Baby Driver (Edgar Wright, 2017).

C’è gente che balla là in strada. Lo fanno di nascosto, non li riconosci – se non dalle cuffiette, e da come tamburellano sul volante al semaforo. Non lo fanno per esprimersi o per esporsi o per piacere a sé stessi: lo fanno e basta, sono nati così, non smetteranno finché gli batte un cuore. Non sono più allegri di te, tutt’altro: c’è chi ha un fischio nella testa, o un dolore che non passa, o un grido che gli urla in testa, una canzone da dimenticare suonandoci sopra migliaia di altre canzoni. C’è gente che balla al volante, e non sono gli autisti peggiori.

Certi film partono talmente forte che è già tanto se non vanno a sbattere. Se dopo un po’ sbandano, se forano una gomma e arrivano ai titoli di coda un po’ ammaccati, è comunque un piazzamento. Baby Driver parte mollando il freno a mano e sgommando in quinta: infila una delle strade più trafficate di Hollywood (il canovaccio sull’autista delle rapine) ma trovandosi una corsia tutta personale (stavolta l’autista vive in simbiosi con le sue cuffiette, in un mondo tutto suo che va a tempo con la sua playlist).

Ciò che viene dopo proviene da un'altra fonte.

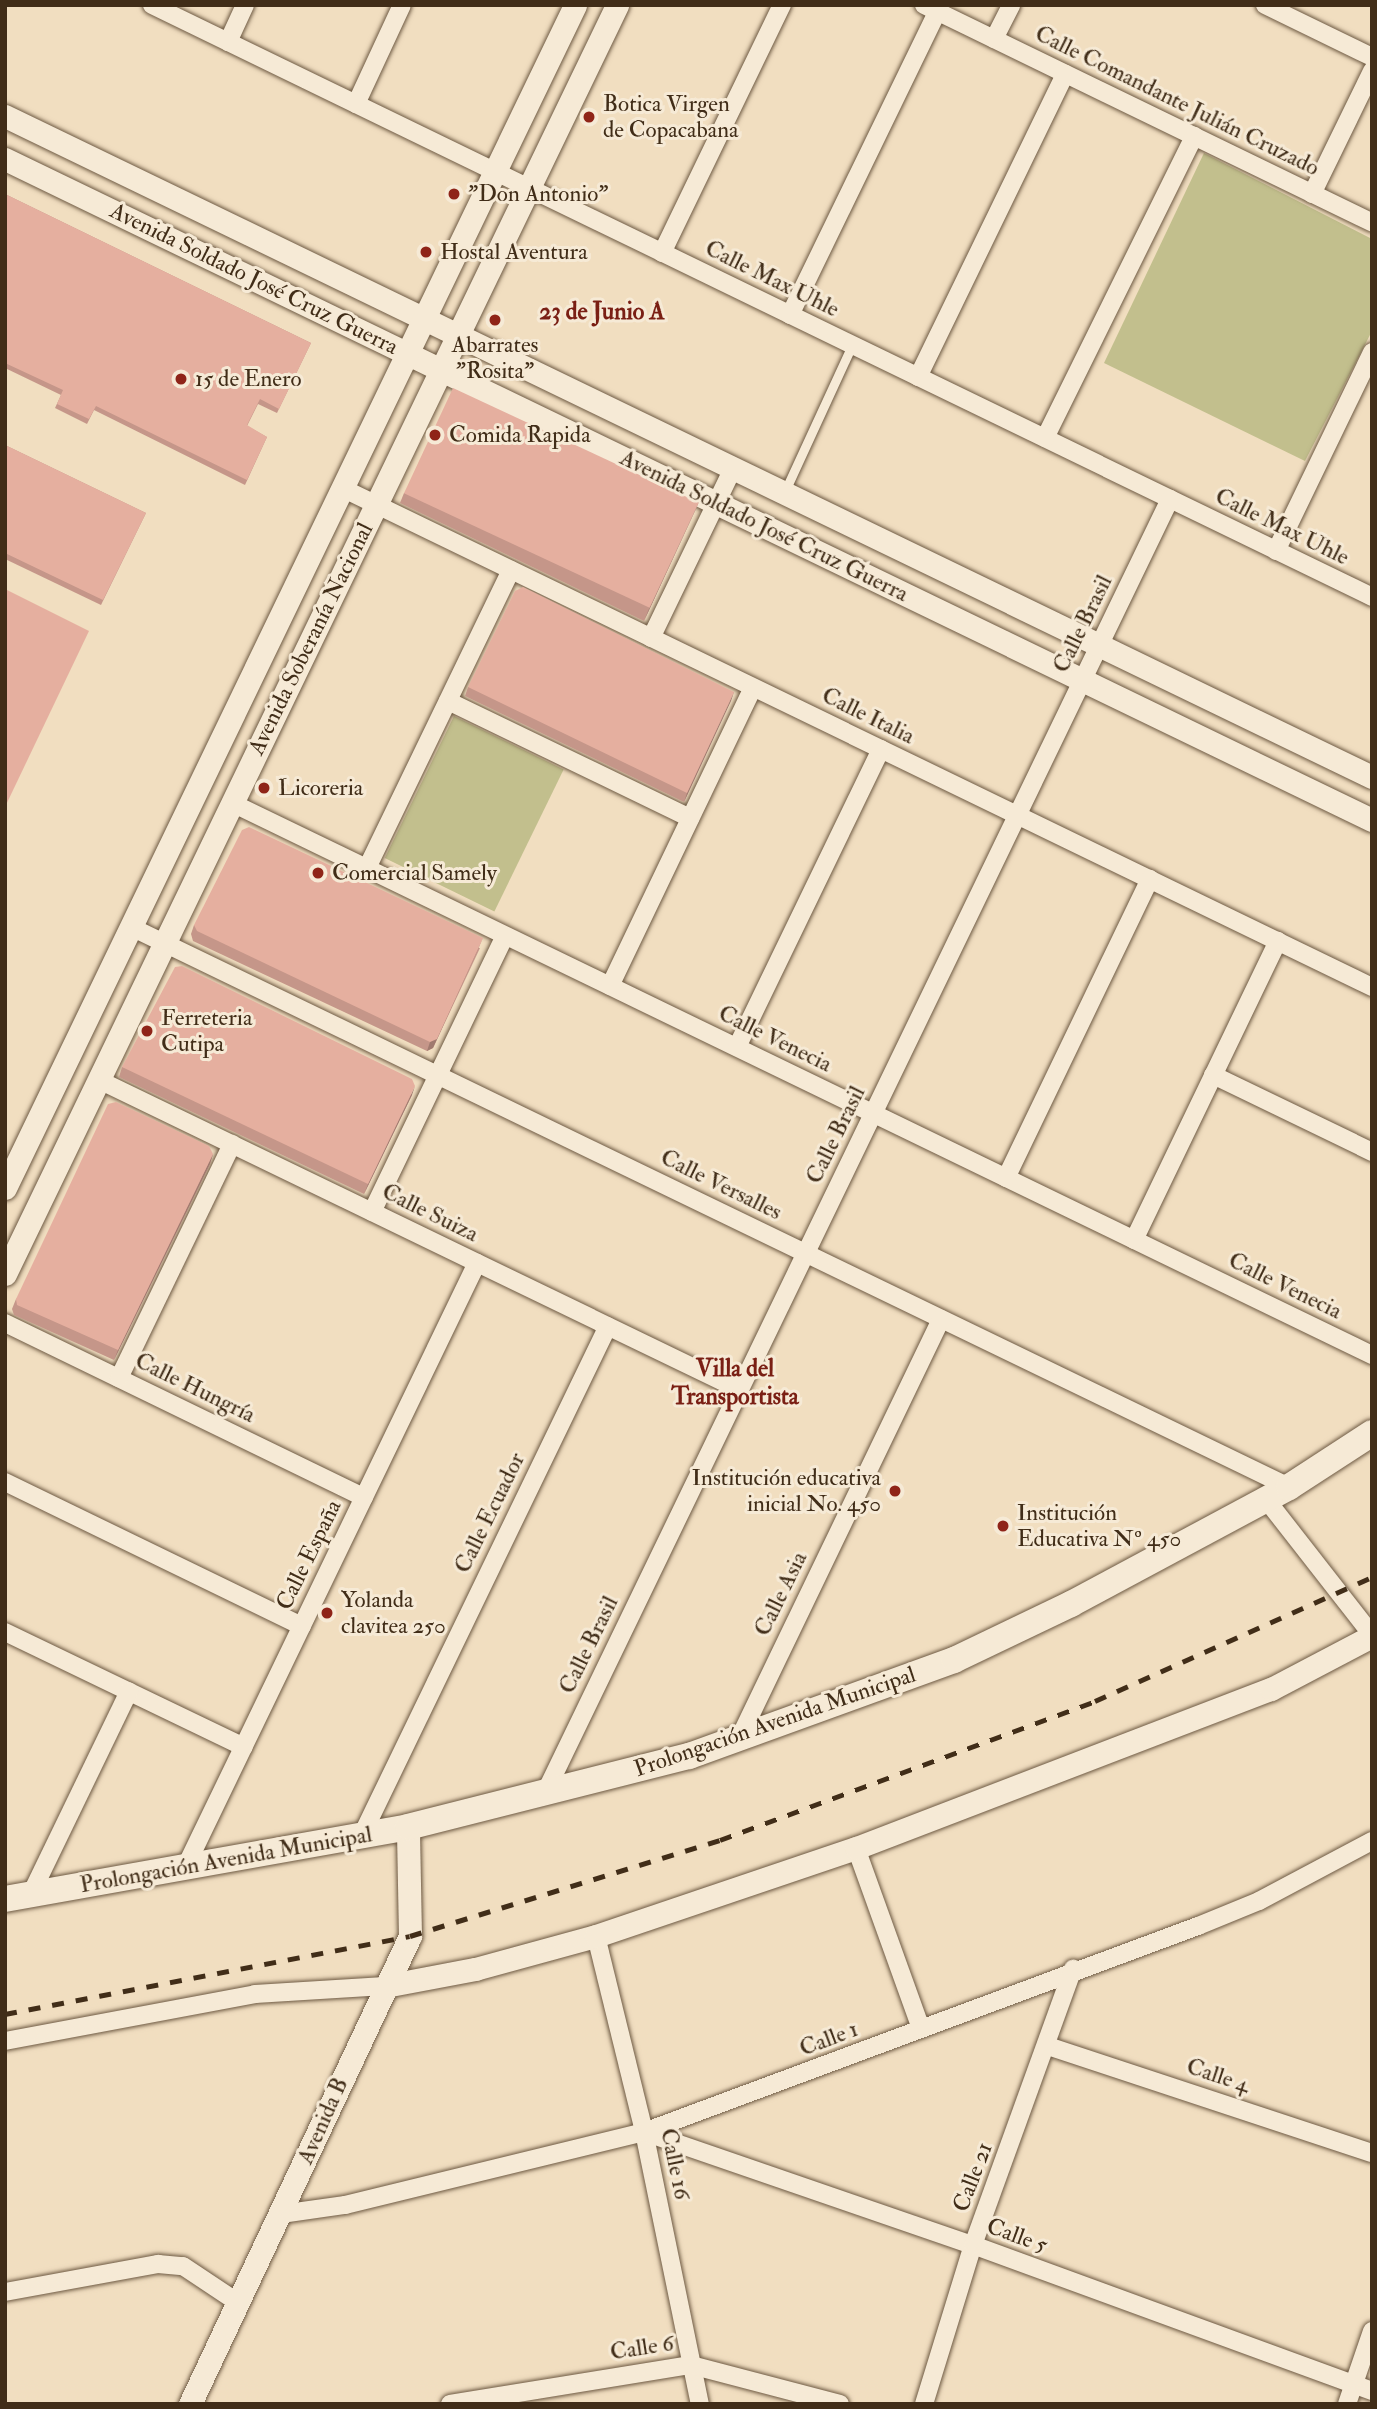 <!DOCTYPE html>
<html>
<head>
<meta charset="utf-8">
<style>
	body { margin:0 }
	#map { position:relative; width:1377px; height:2409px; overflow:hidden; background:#f1dec0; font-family:"IM FELL Double Pica",serif }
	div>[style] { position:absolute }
	.green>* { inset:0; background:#c2bf8d; transform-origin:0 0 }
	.roads { filter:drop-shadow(0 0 2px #6d5942) drop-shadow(0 0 2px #6d5942) }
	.service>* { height:9px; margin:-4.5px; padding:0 4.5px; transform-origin:4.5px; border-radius:4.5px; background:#f6ead6 }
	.minor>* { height:18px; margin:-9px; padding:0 9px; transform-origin:9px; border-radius:9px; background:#f6ead6 }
	.tertiary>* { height:23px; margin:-11.5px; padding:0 11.5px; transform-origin:11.5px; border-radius:11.5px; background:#f6ead6 }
	.secondary>* { height:26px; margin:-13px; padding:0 13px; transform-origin:13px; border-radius:13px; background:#f6ead6 }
	.rail>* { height:5px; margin-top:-2.5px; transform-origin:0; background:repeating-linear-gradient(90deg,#412d18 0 12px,transparent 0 24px) }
	.wall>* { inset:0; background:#c59689 }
	.shaded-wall>* { inset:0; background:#a07a6f }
	.building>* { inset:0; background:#e5af9f; transform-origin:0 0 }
	.dots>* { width:19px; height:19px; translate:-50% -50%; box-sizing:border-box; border:4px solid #f6ead6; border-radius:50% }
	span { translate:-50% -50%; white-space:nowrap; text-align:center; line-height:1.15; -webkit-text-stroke:6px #f6ead6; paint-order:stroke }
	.street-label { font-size:23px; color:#412d18 }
	.poi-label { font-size:23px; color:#412d18 }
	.left { translate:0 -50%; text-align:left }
	.right { translate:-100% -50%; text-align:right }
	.neighbourhood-label { font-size:24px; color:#7a1f14; font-weight:700 }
	.frame { position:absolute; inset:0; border:7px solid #412d18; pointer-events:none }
</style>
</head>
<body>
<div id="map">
	<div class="green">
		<div style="clip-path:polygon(1204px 153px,1372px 239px,1372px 331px,1305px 461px,1104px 363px)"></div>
		<div style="left:454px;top:716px;width:122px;height:158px;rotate:26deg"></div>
	</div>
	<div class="roads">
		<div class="service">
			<div style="left:784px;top:493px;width:163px;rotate:-65.3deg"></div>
		</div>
		<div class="minor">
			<div style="left:152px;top:5px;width:1356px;rotate:25.88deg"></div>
			<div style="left:924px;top:5px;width:498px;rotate:25.9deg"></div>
			<div style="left:1265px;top:5px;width:119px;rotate:25.9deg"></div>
			<div style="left:994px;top:39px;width:38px;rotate:-63deg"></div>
			<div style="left:228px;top:42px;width:41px;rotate:-65.3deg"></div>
			<div style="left:356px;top:104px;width:109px;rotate:-65.1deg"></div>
			<div style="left:1312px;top:194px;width:137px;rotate:-64deg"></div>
			<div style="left:662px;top:253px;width:276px;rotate:-64.2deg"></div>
			<div style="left:790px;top:315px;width:337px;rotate:-64.1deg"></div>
			<div style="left:918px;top:377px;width:337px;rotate:-64.1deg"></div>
			<div style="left:1045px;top:438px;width:337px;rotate:-63.7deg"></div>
			<div style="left:342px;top:488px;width:1145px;rotate:25.85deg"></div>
			<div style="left:1276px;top:551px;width:221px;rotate:-64.2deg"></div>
			<div style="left:651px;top:638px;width:189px;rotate:-64.2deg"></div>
			<div style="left:448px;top:701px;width:269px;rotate:25.8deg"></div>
			<div style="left:232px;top:803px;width:1267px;rotate:25.84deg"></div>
			<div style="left:367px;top:868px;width:331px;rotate:-64.2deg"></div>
			<div style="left:131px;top:927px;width:1286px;rotate:25.81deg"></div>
			<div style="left:610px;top:986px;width:331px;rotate:-64.4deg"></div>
			<div style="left:737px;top:1047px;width:331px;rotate:-64.2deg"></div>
			<div style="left:1213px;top:1075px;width:177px;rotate:25.8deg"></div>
			<div style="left:99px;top:1080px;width:712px;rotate:25.81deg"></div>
			<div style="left:1006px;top:1178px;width:332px;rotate:-64.3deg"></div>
			<div style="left:372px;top:1212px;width:306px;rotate:-64.3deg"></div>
			<div style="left:1134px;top:1240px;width:332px;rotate:-64.3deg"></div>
			<div style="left:5px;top:1323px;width:399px;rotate:25.9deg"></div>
			<div style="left:119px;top:1378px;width:260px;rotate:-64.2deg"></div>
			<div style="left:5px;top:1482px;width:330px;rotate:25.9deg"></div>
			<div style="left:1265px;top:1498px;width:174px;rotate:52deg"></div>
			<div style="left:5px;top:1632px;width:265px;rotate:25.7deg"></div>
			<div style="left:739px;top:1739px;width:466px;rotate:-64.3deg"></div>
			<div style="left:546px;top:1791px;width:1435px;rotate:-64.22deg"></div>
			<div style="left:362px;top:1835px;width:565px;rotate:-64.21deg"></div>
			<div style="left:856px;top:1848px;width:192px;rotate:70.2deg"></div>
			<div style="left:185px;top:1868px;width:672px;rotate:-64.24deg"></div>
			<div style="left:31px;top:1894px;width:225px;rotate:-64.2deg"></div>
			<div style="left:596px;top:1936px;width:202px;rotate:76.2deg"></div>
			<div style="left:644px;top:2132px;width:278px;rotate:78.4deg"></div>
			<div style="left:5px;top:2041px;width:254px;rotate:-10.6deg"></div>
			<div style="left:255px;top:1994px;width:130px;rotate:-3.5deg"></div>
			<div style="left:1048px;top:2046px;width:341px;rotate:18.3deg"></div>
			<div style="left:644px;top:2132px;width:348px;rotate:19deg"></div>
			<div style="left:973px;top:2245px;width:425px;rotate:20.1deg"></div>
			<div style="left:281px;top:2214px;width:65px;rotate:-8deg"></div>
			<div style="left:345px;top:2205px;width:308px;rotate:-13.7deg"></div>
			<div style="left:644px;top:2132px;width:591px;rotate:-20.4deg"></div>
			<div style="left:1198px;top:1926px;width:66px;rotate:-22.3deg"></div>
			<div style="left:1259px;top:1901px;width:128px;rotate:-28deg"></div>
			<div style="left:5px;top:2292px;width:156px;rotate:-10.4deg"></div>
			<div style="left:158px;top:2264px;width:25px;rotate:5deg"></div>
			<div style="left:183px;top:2266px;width:65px;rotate:33.7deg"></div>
			<div style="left:450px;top:2404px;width:244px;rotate:-9.2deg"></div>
			<div style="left:691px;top:2365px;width:154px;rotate:14.7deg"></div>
			<div style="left:924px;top:2404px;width:166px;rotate:-72.9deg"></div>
			<div style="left:973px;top:2245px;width:294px;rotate:-70.1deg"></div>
			<div style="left:1347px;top:2404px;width:77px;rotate:-71.1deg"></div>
		</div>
		<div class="tertiary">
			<div style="left:5px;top:116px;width:1518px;rotate:25.81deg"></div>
			<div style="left:5px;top:159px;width:1518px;rotate:25.81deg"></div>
			<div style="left:5px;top:1188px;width:1313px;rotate:-64.27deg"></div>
			<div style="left:5px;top:1274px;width:1409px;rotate:-64.25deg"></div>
			<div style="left:385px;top:1986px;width:92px;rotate:-10.7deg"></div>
			<div style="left:475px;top:1969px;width:125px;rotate:-15.3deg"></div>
			<div style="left:596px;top:1936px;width:274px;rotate:-18.7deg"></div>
			<div style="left:856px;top:1848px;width:444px;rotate:-21deg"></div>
			<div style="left:1271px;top:1689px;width:114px;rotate:-27.7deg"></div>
			<div style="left:190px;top:2404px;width:517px;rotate:-64.82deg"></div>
			<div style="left:410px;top:1936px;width:109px;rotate:-91.1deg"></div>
		</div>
		<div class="secondary">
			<div style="left:5px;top:1899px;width:409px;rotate:-10.1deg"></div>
			<div style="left:408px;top:1827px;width:290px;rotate:-14.2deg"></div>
			<div style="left:689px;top:1756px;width:282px;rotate:-19.9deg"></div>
			<div style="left:954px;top:1660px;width:130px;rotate:-25.6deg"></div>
			<div style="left:1071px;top:1604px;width:247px;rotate:-28.2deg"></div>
			<div style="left:1289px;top:1487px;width:99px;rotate:-33deg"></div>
		</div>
	</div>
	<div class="rail">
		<div style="left:5px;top:2014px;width:412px;rotate:-10.9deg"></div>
		<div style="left:410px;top:1936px;width:325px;rotate:-17.2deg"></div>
		<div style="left:720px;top:1840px;width:400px;rotate:-20.3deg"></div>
		<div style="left:1095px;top:1701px;width:303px;rotate:-24.1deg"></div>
	</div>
	<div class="wall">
		<div style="clip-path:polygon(5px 194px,311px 343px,277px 413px,258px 404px,247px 426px,267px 437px,245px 485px,94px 410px,87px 424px,55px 408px,61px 395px,5px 368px)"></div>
		<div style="clip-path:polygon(5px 445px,146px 513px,101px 605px,5px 559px)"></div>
		<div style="clip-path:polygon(404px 493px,699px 502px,644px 621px,400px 503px)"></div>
		<div style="clip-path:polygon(468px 687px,734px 692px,684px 802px,465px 696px)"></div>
		<div style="clip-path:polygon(194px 925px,480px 948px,433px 1048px,427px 1051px,193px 941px,191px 934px)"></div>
		<div style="clip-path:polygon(122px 1067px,412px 1095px,364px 1194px,119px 1077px)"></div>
		<div style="clip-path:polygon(213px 1154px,210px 1164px,114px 1360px,14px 1315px,12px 1309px,16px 1299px)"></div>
	</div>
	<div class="shaded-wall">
		<div style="clip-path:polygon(699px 502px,695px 511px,644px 621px,648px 611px)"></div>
		<div style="clip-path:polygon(734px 692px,731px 701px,684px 802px,687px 793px)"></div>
		<div style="clip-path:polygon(483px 938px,433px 1048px,427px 1051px,430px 1042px)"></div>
		<div style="clip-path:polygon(415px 1086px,412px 1095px,364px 1194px,368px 1184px)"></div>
		<div style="clip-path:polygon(213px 1154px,210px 1164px,114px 1360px,118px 1350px)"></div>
	</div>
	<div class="building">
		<div style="clip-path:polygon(5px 194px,311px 343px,279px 409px,260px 399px,247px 425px,267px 437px,247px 480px,96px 406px,89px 419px,57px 404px,63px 390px,5px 363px)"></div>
		<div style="left:453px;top:388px;width:271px;height:116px;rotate:25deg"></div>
		<div style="clip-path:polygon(5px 445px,146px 513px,103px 600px,5px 553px)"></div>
		<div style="clip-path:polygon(523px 587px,734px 692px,687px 793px,468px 687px,515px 591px)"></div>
		<div style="clip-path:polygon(5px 589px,89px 631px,5px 807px)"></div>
		<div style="clip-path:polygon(249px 827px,483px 938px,437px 1039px,430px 1042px,197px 931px,194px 925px,242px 830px)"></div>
		<div style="clip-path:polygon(182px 966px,412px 1079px,415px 1086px,368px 1184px,122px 1067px,175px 967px)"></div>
		<div style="clip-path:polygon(116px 1102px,209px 1146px,213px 1154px,118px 1350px,17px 1305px,16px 1299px,108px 1104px)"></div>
	</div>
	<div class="dots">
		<div style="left:589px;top:117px;background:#8f2418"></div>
		<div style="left:454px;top:194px;background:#8f2418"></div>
		<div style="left:426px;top:252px;background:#8f2418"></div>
		<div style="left:495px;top:320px;background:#8f2418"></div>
		<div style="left:181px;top:379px;background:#8f2418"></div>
		<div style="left:435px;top:435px;background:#8f2418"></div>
		<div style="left:264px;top:788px;background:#8f2418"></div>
		<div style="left:318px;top:873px;background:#8f2418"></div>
		<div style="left:147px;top:1031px;background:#8f2418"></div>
		<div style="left:895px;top:1491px;background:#8f2418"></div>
		<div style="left:1003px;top:1526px;background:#8f2418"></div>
		<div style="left:327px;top:1613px;background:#8f2418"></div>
	</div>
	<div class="street-label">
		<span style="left:1177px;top:101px;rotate:26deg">Calle Comandante Julián Cruzado</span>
		<span style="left:254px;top:279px;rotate:26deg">Avenida Soldado José Cruz Guerra</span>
		<span style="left:772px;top:279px;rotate:26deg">Calle Max Uhle</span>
		<span style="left:764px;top:526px;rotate:26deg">Avenida Soldado José Cruz Guerra</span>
		<span style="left:1282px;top:527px;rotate:26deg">Calle Max Uhle</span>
		<span style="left:1083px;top:624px;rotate:-64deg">Calle Brasil</span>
		<span style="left:311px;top:639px;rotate:-64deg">Avenida Soberanía Nacional</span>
		<span style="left:868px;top:716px;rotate:26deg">Calle Italia</span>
		<span style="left:775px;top:1039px;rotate:26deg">Calle Venecia</span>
		<span style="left:836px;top:1135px;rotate:-64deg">Calle Brasil</span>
		<span style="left:721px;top:1185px;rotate:26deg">Calle Versalles</span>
		<span style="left:430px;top:1213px;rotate:26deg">Calle Suiza</span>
		<span style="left:1285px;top:1286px;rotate:26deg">Calle Venecia</span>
		<span style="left:195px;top:1388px;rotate:26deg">Calle Hungría</span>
		<span style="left:490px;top:1513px;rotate:-64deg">Calle Ecuador</span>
		<span style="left:309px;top:1555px;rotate:-64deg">Calle España</span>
		<span style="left:781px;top:1594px;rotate:-64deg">Calle Asia</span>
		<span style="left:589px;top:1645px;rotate:-64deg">Calle Brasil</span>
		<span style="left:775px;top:1722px;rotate:-19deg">Prolongación Avenida Municipal</span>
		<span style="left:226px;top:1860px;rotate:-10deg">Prolongación Avenida Municipal</span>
		<span style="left:829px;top:2039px;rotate:-21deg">Calle 1</span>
		<span style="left:1218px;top:2076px;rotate:18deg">Calle 4</span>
		<span style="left:323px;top:2121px;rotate:-66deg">Avenida B</span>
		<span style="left:675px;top:2164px;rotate:78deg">Calle 16</span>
		<span style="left:973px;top:2177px;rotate:-69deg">Calle 21</span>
		<span style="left:1017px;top:2236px;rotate:20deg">Calle 5</span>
		<span style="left:642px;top:2348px;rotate:-9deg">Calle 6</span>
	</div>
	<div class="poi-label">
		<span class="left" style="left:603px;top:117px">Botica Virgen<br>de Copacabana</span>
		<span class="left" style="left:468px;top:194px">"Don Antonio"</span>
		<span class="left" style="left:440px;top:252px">Hostal Aventura</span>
		<span style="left:495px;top:358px">Abarrates<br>"Rosita"</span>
		<span class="left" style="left:195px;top:379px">15 de Enero</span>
		<span class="left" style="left:449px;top:435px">Comida Rapida</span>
		<span class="left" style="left:278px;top:788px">Licoreria</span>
		<span class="left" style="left:332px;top:873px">Comercial Samely</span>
		<span class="left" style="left:161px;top:1031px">Ferreteria<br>Cutipa</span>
		<span class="right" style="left:881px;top:1491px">Institución educativa<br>inicial No. 450</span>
		<span class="left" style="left:1017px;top:1526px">Institución<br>Educativa Nº 450</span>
		<span class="left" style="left:341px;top:1613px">Yolanda<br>clavitea 250</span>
	</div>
	<div class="neighbourhood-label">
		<span style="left:602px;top:312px">23 de Junio A</span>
		<span style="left:735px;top:1383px">Villa del<br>Transportista</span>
	</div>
	<div class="frame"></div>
</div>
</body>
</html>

Almeno per mezz’ora gira tutto che è un piacere, con certe controsterzate che strappano l’applauso. Poi comincia a perdere colpi, ma appunto: era previsto. Al punto che viene quasi il dubbio che l’effetto sia voluto, o quanto meno calcolato: che da un certo momento in poi il film stia mettendo in scena proprio la difficoltà di mantenere le attese.

Già ai tempi di Hot Fuzz era abbastanza chiaro quanto Edgar Wright fosse affezionato a quei luoghi comuni del cinema d’azione che apparentemente stava parodiando. Come quello di Tarantino il suo è un cinema al cubo, che vive di riferimenti di riferimenti, e della gioia di saperli rimettere in scena. Baby Driver è una variazione d’autore su un tema rigoroso: man mano che la storia va avanti i margini d’azione si restringono, certi snodi della trama sono quasi tappe obbligate e Wright non fa nulla per occultarcele, anzi è come se le sottolineasse.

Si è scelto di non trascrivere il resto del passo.